Records excerpted from a collection:
[Start of Attachment]

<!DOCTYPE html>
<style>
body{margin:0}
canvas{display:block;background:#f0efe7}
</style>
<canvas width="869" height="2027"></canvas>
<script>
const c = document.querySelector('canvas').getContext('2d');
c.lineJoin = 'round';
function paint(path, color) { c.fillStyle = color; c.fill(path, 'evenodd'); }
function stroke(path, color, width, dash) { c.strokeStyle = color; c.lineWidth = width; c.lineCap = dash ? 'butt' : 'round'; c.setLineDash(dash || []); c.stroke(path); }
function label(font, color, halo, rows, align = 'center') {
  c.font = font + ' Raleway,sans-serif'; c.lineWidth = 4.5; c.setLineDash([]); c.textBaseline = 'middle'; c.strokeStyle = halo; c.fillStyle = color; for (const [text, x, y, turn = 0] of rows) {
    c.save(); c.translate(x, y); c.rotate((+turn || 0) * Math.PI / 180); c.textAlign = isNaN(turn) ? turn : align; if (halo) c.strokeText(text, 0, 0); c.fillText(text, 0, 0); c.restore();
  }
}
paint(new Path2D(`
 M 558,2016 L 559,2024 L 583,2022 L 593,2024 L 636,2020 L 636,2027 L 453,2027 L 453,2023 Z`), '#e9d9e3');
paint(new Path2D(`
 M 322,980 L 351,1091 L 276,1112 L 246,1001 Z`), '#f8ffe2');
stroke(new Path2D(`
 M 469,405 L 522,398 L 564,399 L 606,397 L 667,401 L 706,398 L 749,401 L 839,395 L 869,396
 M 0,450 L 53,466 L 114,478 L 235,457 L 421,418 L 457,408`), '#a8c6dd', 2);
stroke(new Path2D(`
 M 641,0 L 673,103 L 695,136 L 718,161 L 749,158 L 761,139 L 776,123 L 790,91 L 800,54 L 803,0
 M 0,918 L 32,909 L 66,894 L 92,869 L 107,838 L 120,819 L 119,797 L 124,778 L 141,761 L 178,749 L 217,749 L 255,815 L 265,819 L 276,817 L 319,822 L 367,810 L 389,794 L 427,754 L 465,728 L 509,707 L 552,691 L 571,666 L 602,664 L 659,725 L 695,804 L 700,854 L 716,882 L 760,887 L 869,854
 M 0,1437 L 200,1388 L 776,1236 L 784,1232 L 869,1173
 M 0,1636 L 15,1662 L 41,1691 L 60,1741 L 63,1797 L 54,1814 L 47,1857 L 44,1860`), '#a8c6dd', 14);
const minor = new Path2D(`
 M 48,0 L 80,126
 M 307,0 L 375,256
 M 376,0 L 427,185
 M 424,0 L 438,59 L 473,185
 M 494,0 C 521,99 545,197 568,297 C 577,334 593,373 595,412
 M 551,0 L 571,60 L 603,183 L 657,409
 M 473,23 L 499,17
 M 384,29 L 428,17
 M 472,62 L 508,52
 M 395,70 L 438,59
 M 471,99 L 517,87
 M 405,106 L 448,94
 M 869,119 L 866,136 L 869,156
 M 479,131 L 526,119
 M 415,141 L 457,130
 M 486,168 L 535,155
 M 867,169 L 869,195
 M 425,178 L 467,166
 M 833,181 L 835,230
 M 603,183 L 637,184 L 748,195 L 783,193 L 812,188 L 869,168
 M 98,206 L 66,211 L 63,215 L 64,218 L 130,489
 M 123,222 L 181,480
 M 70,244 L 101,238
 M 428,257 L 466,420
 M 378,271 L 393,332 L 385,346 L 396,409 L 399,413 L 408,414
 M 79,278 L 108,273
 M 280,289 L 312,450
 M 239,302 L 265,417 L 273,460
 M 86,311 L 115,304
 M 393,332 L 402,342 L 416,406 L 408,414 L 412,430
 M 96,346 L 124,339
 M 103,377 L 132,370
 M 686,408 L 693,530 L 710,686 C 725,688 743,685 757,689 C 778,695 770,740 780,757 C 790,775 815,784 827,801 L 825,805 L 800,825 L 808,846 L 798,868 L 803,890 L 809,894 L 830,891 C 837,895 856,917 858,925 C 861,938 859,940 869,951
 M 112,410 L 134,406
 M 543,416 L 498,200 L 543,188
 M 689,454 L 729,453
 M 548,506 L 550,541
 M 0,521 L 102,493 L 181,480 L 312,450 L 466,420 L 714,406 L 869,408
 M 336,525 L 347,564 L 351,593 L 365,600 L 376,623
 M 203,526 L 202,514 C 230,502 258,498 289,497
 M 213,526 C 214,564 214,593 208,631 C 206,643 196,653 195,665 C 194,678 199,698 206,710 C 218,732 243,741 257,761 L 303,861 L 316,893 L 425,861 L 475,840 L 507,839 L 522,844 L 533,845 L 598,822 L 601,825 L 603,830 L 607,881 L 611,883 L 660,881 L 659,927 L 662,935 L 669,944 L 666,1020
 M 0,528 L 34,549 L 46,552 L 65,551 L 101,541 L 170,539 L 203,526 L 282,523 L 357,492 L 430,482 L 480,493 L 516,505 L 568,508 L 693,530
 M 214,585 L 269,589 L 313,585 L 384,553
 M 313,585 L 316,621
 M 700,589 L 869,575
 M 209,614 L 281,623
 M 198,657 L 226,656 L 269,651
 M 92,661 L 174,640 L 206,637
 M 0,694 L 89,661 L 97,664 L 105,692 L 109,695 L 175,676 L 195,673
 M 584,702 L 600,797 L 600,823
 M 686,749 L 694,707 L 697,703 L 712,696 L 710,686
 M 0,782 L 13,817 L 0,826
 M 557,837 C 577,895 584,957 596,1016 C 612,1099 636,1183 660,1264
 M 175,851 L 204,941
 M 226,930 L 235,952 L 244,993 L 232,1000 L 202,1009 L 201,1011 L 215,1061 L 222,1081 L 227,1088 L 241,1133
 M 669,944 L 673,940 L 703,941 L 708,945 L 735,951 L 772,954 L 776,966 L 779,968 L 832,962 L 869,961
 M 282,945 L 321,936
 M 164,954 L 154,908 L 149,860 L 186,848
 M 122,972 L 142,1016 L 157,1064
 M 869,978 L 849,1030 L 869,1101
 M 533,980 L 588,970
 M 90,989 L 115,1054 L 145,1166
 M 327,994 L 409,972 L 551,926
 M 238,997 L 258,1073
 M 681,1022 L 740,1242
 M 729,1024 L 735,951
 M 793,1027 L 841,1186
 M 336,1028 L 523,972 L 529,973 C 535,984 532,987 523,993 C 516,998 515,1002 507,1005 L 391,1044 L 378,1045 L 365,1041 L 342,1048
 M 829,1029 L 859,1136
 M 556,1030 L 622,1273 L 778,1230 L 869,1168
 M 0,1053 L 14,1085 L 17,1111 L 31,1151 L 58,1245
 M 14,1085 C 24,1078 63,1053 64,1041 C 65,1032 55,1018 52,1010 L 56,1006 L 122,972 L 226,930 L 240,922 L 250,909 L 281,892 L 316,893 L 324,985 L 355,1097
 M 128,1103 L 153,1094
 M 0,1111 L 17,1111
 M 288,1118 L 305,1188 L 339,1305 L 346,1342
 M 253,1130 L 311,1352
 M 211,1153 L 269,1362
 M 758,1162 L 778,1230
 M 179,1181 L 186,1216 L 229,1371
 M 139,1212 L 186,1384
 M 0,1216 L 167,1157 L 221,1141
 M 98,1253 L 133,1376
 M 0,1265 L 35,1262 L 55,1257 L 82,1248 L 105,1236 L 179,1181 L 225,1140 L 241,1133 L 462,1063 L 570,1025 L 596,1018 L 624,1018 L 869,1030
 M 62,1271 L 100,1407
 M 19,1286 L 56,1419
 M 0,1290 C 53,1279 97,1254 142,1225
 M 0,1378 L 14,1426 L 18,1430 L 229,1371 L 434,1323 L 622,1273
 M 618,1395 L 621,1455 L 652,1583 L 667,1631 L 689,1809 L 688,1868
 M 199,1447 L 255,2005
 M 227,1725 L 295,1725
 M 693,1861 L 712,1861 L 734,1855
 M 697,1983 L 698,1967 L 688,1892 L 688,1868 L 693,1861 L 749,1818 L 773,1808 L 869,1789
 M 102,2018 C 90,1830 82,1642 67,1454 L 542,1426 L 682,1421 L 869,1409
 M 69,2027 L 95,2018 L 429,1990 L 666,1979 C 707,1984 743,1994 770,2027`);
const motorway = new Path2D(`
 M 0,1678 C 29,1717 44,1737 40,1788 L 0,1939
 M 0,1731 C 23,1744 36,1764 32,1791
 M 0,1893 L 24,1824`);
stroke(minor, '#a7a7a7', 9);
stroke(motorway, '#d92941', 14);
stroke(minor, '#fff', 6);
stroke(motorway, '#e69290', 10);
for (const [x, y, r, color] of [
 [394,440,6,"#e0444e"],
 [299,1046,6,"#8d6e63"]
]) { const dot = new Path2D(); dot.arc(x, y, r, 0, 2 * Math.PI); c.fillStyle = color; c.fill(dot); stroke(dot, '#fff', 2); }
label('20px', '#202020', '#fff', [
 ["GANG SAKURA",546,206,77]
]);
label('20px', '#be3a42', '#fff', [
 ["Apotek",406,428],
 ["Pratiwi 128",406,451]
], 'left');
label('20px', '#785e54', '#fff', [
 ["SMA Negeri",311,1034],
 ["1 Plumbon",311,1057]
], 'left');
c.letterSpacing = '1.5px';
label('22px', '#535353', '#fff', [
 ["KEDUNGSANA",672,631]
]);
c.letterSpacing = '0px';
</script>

[End of Attachment]

THE TASK: Print exactly, and only, the lines from the line that contains "M 0,1678 C 29,1717 44,1737 40,1788 L 0,1939" through the last line of the records.

PROBLEM SOLUTION:
 M 0,1678 C 29,1717 44,1737 40,1788 L 0,1939
 M 0,1731 C 23,1744 36,1764 32,1791
 M 0,1893 L 24,1824`);
stroke(minor, '#a7a7a7', 9);
stroke(motorway, '#d92941', 14);
stroke(minor, '#fff', 6);
stroke(motorway, '#e69290', 10);
for (const [x, y, r, color] of [
 [394,440,6,"#e0444e"],
 [299,1046,6,"#8d6e63"]
]) { const dot = new Path2D(); dot.arc(x, y, r, 0, 2 * Math.PI); c.fillStyle = color; c.fill(dot); stroke(dot, '#fff', 2); }
label('20px', '#202020', '#fff', [
 ["GANG SAKURA",546,206,77]
]);
label('20px', '#be3a42', '#fff', [
 ["Apotek",406,428],
 ["Pratiwi 128",406,451]
], 'left');
label('20px', '#785e54', '#fff', [
 ["SMA Negeri",311,1034],
 ["1 Plumbon",311,1057]
], 'left');
c.letterSpacing = '1.5px';
label('22px', '#535353', '#fff', [
 ["KEDUNGSANA",672,631]
]);
c.letterSpacing = '0px';
</script>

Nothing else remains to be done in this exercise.